Отбросил полог, вошёл.
– …а земля благословенна, в ней великие города, в горах добывают золото, и люди украшают себя им и драгоценными камнями, – говорил гость, – богат улус Угэдэя!
Увидел вошедшего, поднялся:
– Хорош ли был твой день, Субэдэй-багатур? Резвы ли табуны твоих коней, здоров ли скот и жёны?
– И жёны тоже, спасибо, – ответил темник, – извини, не до вежливости. Я устал, был тяжёлый день.
– Да, ужасный день, просто ужасный, – вздохнул гость, – страшная новость…
– О которой не стоит говорить вслух, – резко оборвал болтуна Субэдэй, – говори дело.
– У моего хозяина есть к тебе просьба, связанная с известным событием. Я принёс подарки от Угэдэя, – заторопился посланник, – он велел передать тебе изумительно украшенный индийский доспех и самоцветы для твоих жён…
– Спасибо за подарки. Их, наверное, принесли небесные кони самого Тенгри: после печального события прошёл один день, а до ставки Угэдэя – три месяца пути. Я жду настоящих слов.
Гость оглянулся на слугу, подававшего варёное мясо, – тот уже скрылся в дальнем углу шатра.
– Великий Хан болел полгода, его сын ждал такой развязки и предупредил меня, как я должен поступить в печальный день. Угэдэй просил передать дословно.
Гость прикрыл глаза и проговорил выученное наизусть:
– Из всех полководцев ценим мы Субэдэя-багатура более других, помним о его победах и верной службе нашему отцу. Если темник поддержит нас на великом курултае и скажет нужное слово многочисленным соратникам своим – темникам, тысячникам и иным, кто прибудет на собрание – мы не забудем такой услуги. Так же нам известно, что Отец собирался передать Субэдэю для сбережения известный предмет; мы были бы благодарны, если он будет должным образом сохранён для того, кто достоин владеть этим предметом.
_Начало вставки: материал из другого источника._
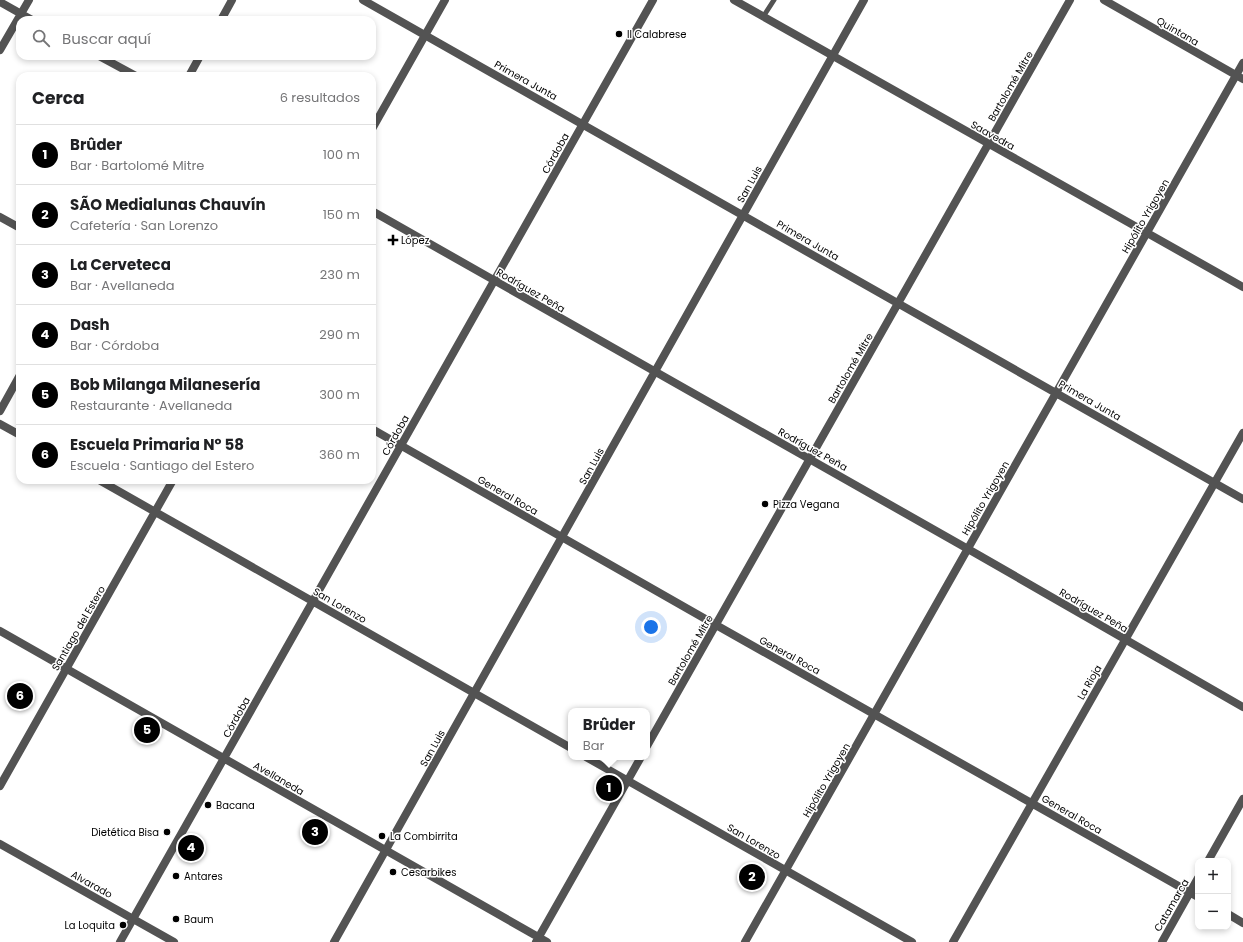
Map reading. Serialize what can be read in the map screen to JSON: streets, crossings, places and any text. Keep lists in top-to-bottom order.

– Не понимаю, о чём ты говоришь, – усмехнулся темник, – на курултае каждый участник имеет право на своё мнение и слово, а что за предмет имеется в виду – даже не догадываюсь. У тебя всё?
– Почти всё, – заторопился гость, – Угэдэй сказал мне: «Субэдэй будет делать вид, что не понимает, о чём идёт речь, потому что честность его известна всем и не подлежит сомнению. Подкупить его нельзя, как нельзя подкупить степной ветер; глупо предлагать золото и коней тому, кто больше всего на свете ценит свою честь. Белый щит его воинской доблести безупречен, если забыть об одном пятне. Скажи ему: став великим ханом, я, Угэдэй, сделаю всё, чтобы Субэдэй смог отомстить за единственное унижение в его жизни; чтобы виновные в оскорблении залились чёрной кровью и страны их были разрушены. Я, Угэдэй, обещаю отправить войска в поход на запад, в земли булгар и русичей; и впереди этих туменов будет скакать Субэдэй-багатур. А чтобы напомнить, о чём речь, передай ему ещё один подарок». Вот этот подарок, темник.
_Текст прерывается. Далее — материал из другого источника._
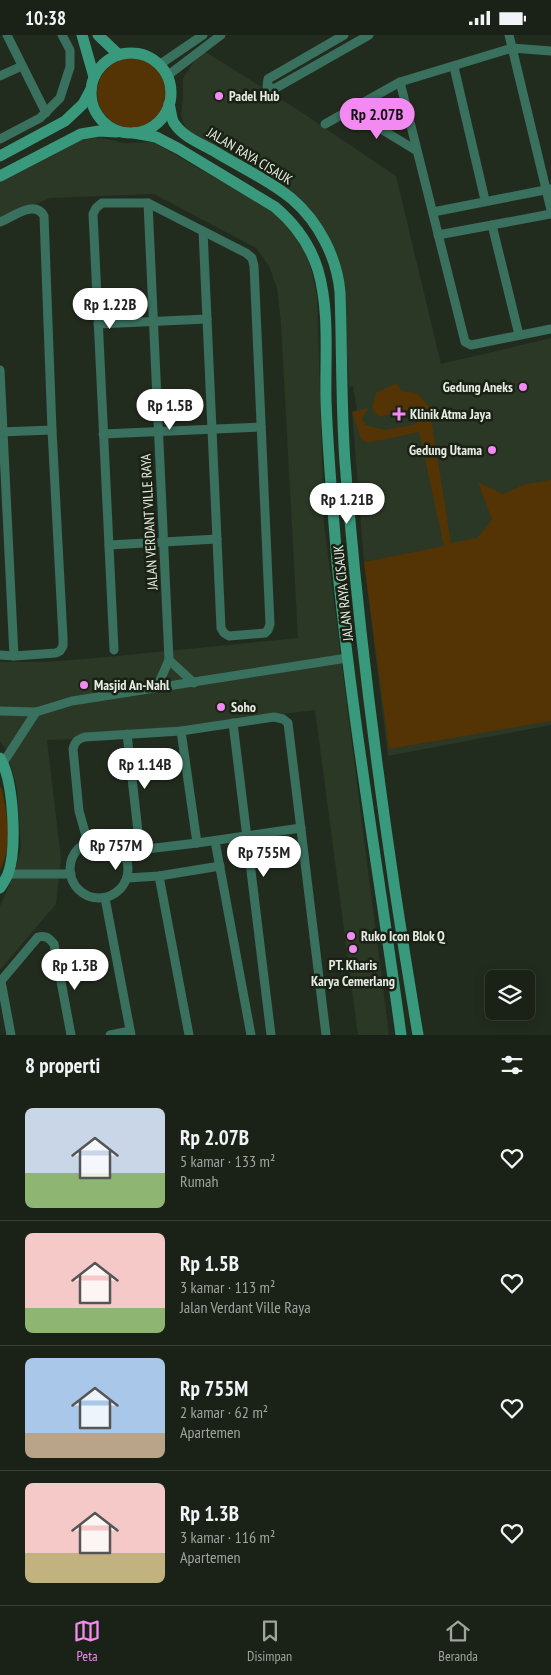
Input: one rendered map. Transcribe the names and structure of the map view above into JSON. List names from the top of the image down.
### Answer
{
  "streets": {
    "main road": ["JALAN RAYA CISAUK"],
    "street": ["JALAN VERDANT VILLE RAYA"]
  },
  "places": {
    "other": [
      "Padel Hub",
      "Gedung Aneks",
      "Gedung Utama",
      "Masjid An-Nahl",
      "Soho",
      "Ruko Icon Blok Q",
      "PT. Kharis Karya Cemerlang"
    ],
    "health": ["Klinik Atma Jaya"]
  },
  "page": {
    "status": "10:38",
    "price": [
      "Rp 2.07B",
      "Rp 1.22B",
      "Rp 1.5B",
      "Rp 1.21B",
      "Rp 1.14B",
      "Rp 757M",
      "Rp 755M",
      "Rp 1.3B"
    ],
    "heading": "8 properti",
    "list": [
      {
        "name": "Rp 2.07B",
        "note": "5 kamar · 133 m² · Rumah"
      },
      {
        "name": "Rp 1.5B",
        "note": "3 kamar · 113 m² · Jalan Verdant Ville Raya"
      },
      {
        "name": "Rp 755M",
        "note": "2 kamar · 62 m² · Apartemen"
      },
      {
        "name": "Rp 1.3B",
        "note": "3 kamar · 116 m² · Apartemen"
      }
    ],
    "tabs": ["Peta", "Disimpan", "Beranda"]
  }
}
Гость отодвинулся, и Субэдэй увидел лежащего на полу шатра связанного барана. Морда несчастного была стянута кожаным ремнём, и глаза его, полные обречённости, смотрели на темника.
Субэдэй выхватил саблю и рубанул по столбу, поддерживающему свод шатра. Закричал:
– Во-о-н!
Посланник, вжав голову в плечи, порскнул из шатра.
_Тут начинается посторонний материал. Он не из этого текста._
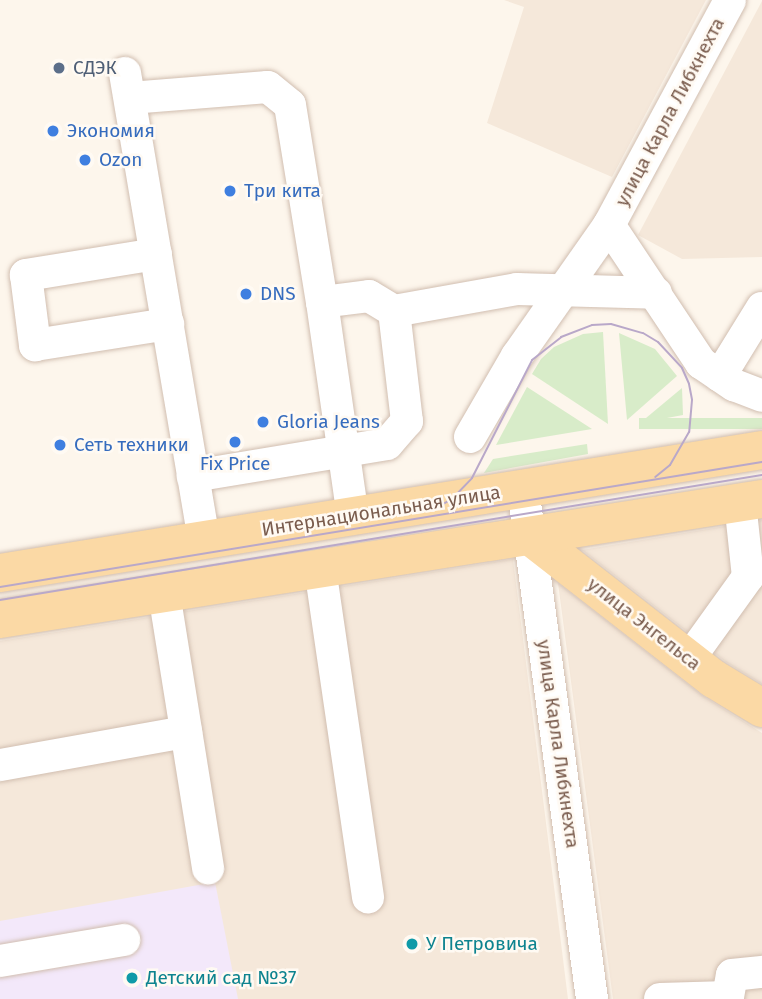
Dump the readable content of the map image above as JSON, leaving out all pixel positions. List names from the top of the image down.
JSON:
{
  "streets": {
    "main road": ["Интернациональная улица", "улица Энгельса"],
    "street": ["улица Карла Либкнехта"]
  },
  "crossings": [
    ["улица Карла Либкнехта", "Интернациональная улица"],
    ["улица Карла Либкнехта", "улица Энгельса"]
  ],
  "places": [
    "СДЭК",
    "Экономия",
    "Ozon",
    "Три кита",
    "DNS",
    "Gloria Jeans",
    "Fix Price",
    "Сеть техники",
    "У Петровича",
    "Детский сад №37"
  ]
}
Субэдэй без сил опустился на землю.
До самой могилы будет глодать его это, как гложет степной шакал кость павшего жеребца.
Образ Солнечного Багатура на золотом коне, вздымающего сверкающий меч…
Нестерпимая горечь поражения, унижение плена. И незабываемое оскорбление: обмен пленных на баранов, голова на голову…
Великий Субэдэй, верный боец Покорителя Вселенной, победитель сотен народов, гроза бегущих в ужасе врагов – и безмозглое животное, стянутое верёвками, годное только на еду.
Позор. Вечный, как небо.
* * *
Темник с утра был злее обычного: досталось неповоротливому слуге, медленно наливавшему чай в пиалу; потом – нукеру, оседлавшему не того мерина. Субэдэй был мрачен: ночной разговор разжёг давнюю обиду, расковырял болячку, и теперь надо было чем-то залить чёрный огонь горечи.
Но к полудню настроение улучшилось: обстрел тангутской крепости шёл по плану, Чжунсин затянуло дымом пожаров, а суетливый китаец – начальник осадных машин – раньше срока закончил работу с передвижным тараном. И теперь надёжно прикрытая медными листами повозка была готова двинуться к вражеским воротам, а внутри её на цепях грозно покачивалось огромное бревно, наконечник которого был обит железом.
Субэдэй остался довольным инспекцией приготовившихся к штурму отрядов из перешедших на монгольскую службу каракиданей и тангутов. Вид у новоиспеченных пехотинцев был не особо бравый, скорее перепуганный, но от них многого и не требовалось: пробить своими телами путь в крепость, а там уже и без них разберутся. Главное – сберечь драгоценные жизни конных монгольских войск, а чужаков-пехотинцев не жалко.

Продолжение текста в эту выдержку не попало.